* WHAT YOU HAVE TO DO: Return each line exactly as written. Begin with the first line of the entries and end with the line that has "display:grid; place-items:center; width:80px;".

◆ ◆ ◆ ◆ ◆

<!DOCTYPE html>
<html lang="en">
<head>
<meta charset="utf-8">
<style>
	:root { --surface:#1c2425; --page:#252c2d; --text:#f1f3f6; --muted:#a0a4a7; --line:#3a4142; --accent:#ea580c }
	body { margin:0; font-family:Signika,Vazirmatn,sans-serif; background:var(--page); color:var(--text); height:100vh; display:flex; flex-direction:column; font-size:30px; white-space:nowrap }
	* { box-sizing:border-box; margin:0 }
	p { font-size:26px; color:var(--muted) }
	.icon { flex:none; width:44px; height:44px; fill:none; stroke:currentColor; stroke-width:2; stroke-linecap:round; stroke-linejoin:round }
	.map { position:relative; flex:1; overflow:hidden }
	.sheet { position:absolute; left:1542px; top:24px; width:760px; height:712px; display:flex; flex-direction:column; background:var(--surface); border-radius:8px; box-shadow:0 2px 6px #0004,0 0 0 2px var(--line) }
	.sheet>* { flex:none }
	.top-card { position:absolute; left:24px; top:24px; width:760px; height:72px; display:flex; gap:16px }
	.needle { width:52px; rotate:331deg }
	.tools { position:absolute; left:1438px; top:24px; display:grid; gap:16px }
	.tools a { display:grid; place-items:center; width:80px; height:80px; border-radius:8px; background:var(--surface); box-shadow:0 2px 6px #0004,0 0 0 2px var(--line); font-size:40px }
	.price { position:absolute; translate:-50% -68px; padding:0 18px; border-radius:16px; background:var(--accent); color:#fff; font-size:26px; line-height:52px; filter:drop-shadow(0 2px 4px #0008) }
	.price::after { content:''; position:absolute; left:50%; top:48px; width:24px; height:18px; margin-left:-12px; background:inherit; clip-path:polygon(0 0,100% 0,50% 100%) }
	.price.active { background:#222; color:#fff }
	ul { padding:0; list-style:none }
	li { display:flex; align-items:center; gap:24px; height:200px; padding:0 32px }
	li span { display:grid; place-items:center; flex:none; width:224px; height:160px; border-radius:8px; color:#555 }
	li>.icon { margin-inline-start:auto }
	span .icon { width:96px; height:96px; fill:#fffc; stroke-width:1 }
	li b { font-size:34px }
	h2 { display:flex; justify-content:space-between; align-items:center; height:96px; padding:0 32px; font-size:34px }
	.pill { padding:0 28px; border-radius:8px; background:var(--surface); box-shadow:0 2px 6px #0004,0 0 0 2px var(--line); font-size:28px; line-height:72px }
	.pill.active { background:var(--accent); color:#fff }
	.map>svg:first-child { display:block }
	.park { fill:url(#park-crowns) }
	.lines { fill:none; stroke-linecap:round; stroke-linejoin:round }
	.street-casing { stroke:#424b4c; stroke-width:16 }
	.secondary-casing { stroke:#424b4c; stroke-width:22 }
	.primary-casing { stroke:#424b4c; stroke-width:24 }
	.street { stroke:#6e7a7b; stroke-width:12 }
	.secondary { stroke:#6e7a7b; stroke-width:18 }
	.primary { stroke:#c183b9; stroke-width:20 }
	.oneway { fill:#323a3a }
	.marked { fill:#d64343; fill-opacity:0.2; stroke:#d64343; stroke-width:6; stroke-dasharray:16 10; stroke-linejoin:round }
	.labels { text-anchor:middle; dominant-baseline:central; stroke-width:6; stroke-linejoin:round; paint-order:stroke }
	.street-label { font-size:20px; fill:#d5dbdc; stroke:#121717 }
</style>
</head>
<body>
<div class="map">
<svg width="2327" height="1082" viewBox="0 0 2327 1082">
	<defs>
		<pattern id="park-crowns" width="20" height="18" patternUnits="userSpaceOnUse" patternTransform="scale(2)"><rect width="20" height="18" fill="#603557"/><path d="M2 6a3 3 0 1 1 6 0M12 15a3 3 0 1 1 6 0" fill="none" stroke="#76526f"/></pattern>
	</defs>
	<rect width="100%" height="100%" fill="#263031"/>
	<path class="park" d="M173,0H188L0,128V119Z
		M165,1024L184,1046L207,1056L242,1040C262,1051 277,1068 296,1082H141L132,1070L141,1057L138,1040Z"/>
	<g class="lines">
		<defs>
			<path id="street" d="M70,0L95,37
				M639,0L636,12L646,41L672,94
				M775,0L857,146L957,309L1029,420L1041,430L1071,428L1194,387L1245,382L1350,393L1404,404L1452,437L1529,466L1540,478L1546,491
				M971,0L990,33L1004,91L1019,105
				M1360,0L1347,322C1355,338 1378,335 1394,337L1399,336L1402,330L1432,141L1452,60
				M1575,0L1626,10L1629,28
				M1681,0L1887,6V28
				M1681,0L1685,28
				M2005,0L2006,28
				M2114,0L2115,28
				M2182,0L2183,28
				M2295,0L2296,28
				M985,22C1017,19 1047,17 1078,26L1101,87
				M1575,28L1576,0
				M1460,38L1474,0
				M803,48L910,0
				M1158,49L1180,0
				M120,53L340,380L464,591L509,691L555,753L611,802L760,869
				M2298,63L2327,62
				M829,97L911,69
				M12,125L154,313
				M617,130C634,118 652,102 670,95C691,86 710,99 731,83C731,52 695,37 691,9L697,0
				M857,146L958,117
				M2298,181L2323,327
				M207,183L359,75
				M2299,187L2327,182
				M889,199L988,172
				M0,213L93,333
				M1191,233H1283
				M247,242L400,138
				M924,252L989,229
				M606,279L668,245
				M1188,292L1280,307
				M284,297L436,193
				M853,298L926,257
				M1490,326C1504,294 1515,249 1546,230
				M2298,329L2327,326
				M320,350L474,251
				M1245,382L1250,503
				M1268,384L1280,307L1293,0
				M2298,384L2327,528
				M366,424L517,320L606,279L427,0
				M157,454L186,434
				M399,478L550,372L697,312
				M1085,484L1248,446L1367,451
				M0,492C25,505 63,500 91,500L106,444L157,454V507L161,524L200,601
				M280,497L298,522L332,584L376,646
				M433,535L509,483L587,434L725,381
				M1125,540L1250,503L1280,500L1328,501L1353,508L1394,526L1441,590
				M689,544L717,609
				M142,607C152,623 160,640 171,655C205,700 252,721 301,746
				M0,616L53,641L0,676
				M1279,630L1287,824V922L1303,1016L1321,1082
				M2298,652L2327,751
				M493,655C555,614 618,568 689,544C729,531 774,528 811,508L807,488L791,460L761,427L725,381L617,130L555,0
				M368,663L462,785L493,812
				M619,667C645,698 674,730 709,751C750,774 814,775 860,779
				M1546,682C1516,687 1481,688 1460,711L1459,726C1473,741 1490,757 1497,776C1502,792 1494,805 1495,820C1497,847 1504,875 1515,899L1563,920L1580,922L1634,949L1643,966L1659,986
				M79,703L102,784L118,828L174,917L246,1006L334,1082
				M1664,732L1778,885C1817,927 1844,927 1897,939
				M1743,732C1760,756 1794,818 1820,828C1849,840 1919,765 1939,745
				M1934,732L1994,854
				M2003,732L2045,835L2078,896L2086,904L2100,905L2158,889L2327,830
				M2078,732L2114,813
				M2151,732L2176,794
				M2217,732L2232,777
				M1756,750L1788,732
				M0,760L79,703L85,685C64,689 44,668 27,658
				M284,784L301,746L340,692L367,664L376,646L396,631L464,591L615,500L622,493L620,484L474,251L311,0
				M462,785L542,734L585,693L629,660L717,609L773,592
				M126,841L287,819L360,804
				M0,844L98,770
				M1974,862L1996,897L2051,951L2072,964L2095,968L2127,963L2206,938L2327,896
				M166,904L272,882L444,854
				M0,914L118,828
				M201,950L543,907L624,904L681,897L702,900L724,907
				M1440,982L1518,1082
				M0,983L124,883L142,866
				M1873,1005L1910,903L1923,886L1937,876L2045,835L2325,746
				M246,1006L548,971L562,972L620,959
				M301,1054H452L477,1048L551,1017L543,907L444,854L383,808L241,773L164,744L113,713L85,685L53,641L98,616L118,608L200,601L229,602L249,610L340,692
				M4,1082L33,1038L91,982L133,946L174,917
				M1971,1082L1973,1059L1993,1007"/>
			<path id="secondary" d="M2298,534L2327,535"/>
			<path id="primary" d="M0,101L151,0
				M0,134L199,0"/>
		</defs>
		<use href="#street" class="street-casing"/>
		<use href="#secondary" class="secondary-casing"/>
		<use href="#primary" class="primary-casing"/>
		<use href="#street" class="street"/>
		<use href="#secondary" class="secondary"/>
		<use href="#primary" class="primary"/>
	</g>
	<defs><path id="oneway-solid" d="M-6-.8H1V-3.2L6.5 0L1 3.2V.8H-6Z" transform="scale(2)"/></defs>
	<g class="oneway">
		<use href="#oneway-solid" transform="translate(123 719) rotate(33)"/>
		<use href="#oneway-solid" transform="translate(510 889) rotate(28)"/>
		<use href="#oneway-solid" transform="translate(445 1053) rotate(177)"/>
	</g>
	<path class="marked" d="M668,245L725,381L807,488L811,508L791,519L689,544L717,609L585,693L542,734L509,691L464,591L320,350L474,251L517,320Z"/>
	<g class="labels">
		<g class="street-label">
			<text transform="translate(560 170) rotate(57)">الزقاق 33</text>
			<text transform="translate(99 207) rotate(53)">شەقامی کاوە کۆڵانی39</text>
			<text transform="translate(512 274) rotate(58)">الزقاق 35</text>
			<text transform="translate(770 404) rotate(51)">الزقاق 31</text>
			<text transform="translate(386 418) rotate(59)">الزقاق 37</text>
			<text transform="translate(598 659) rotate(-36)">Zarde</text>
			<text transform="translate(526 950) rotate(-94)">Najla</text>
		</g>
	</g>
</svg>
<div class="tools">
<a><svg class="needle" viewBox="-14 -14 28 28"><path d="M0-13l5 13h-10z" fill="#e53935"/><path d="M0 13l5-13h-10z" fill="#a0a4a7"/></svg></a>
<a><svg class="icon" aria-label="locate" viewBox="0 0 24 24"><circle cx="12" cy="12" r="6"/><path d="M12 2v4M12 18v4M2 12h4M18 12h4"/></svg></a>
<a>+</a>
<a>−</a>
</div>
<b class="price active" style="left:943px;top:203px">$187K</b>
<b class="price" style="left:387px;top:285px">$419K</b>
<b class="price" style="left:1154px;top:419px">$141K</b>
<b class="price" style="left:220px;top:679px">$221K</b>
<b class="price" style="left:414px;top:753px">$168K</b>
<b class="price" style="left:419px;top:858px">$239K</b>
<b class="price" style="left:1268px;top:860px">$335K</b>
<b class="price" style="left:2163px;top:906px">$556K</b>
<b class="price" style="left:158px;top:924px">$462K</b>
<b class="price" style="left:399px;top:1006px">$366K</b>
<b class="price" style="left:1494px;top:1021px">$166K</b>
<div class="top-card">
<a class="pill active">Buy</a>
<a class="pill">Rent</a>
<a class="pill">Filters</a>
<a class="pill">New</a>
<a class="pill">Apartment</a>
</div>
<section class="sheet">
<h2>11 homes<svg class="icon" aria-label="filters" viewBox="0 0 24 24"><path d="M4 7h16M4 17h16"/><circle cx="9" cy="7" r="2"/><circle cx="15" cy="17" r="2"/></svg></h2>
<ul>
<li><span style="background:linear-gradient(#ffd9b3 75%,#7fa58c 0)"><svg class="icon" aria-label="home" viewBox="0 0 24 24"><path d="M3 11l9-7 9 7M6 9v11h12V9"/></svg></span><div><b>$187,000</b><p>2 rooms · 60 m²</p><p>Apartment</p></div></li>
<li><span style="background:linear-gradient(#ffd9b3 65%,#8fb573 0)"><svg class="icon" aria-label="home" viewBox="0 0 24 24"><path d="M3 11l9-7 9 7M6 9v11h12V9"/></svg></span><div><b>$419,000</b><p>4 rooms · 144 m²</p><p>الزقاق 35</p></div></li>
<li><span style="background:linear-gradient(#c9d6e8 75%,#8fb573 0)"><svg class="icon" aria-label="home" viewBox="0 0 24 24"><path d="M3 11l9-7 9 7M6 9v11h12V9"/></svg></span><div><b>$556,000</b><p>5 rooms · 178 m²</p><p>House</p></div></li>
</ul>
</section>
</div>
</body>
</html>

◆ ◆ ◆ ◆ ◆

* ANSWER TO THIS TASK:
<!DOCTYPE html>
<html lang="en">
<head>
<meta charset="utf-8">
<style>
	:root { --surface:#1c2425; --page:#252c2d; --text:#f1f3f6; --muted:#a0a4a7; --line:#3a4142; --accent:#ea580c }
	body { margin:0; font-family:Signika,Vazirmatn,sans-serif; background:var(--page); color:var(--text); height:100vh; display:flex; flex-direction:column; font-size:30px; white-space:nowrap }
	* { box-sizing:border-box; margin:0 }
	p { font-size:26px; color:var(--muted) }
	.icon { flex:none; width:44px; height:44px; fill:none; stroke:currentColor; stroke-width:2; stroke-linecap:round; stroke-linejoin:round }
	.map { position:relative; flex:1; overflow:hidden }
	.sheet { position:absolute; left:1542px; top:24px; width:760px; height:712px; display:flex; flex-direction:column; background:var(--surface); border-radius:8px; box-shadow:0 2px 6px #0004,0 0 0 2px var(--line) }
	.sheet>* { flex:none }
	.top-card { position:absolute; left:24px; top:24px; width:760px; height:72px; display:flex; gap:16px }
	.needle { width:52px; rotate:331deg }
	.tools { position:absolute; left:1438px; top:24px; display:grid; gap:16px }
	.tools a { display:grid; place-items:center; width:80px; height:80px; border-radius:8px; background:var(--surface); box-shadow:0 2px 6px #0004,0 0 0 2px var(--line); font-size:40px }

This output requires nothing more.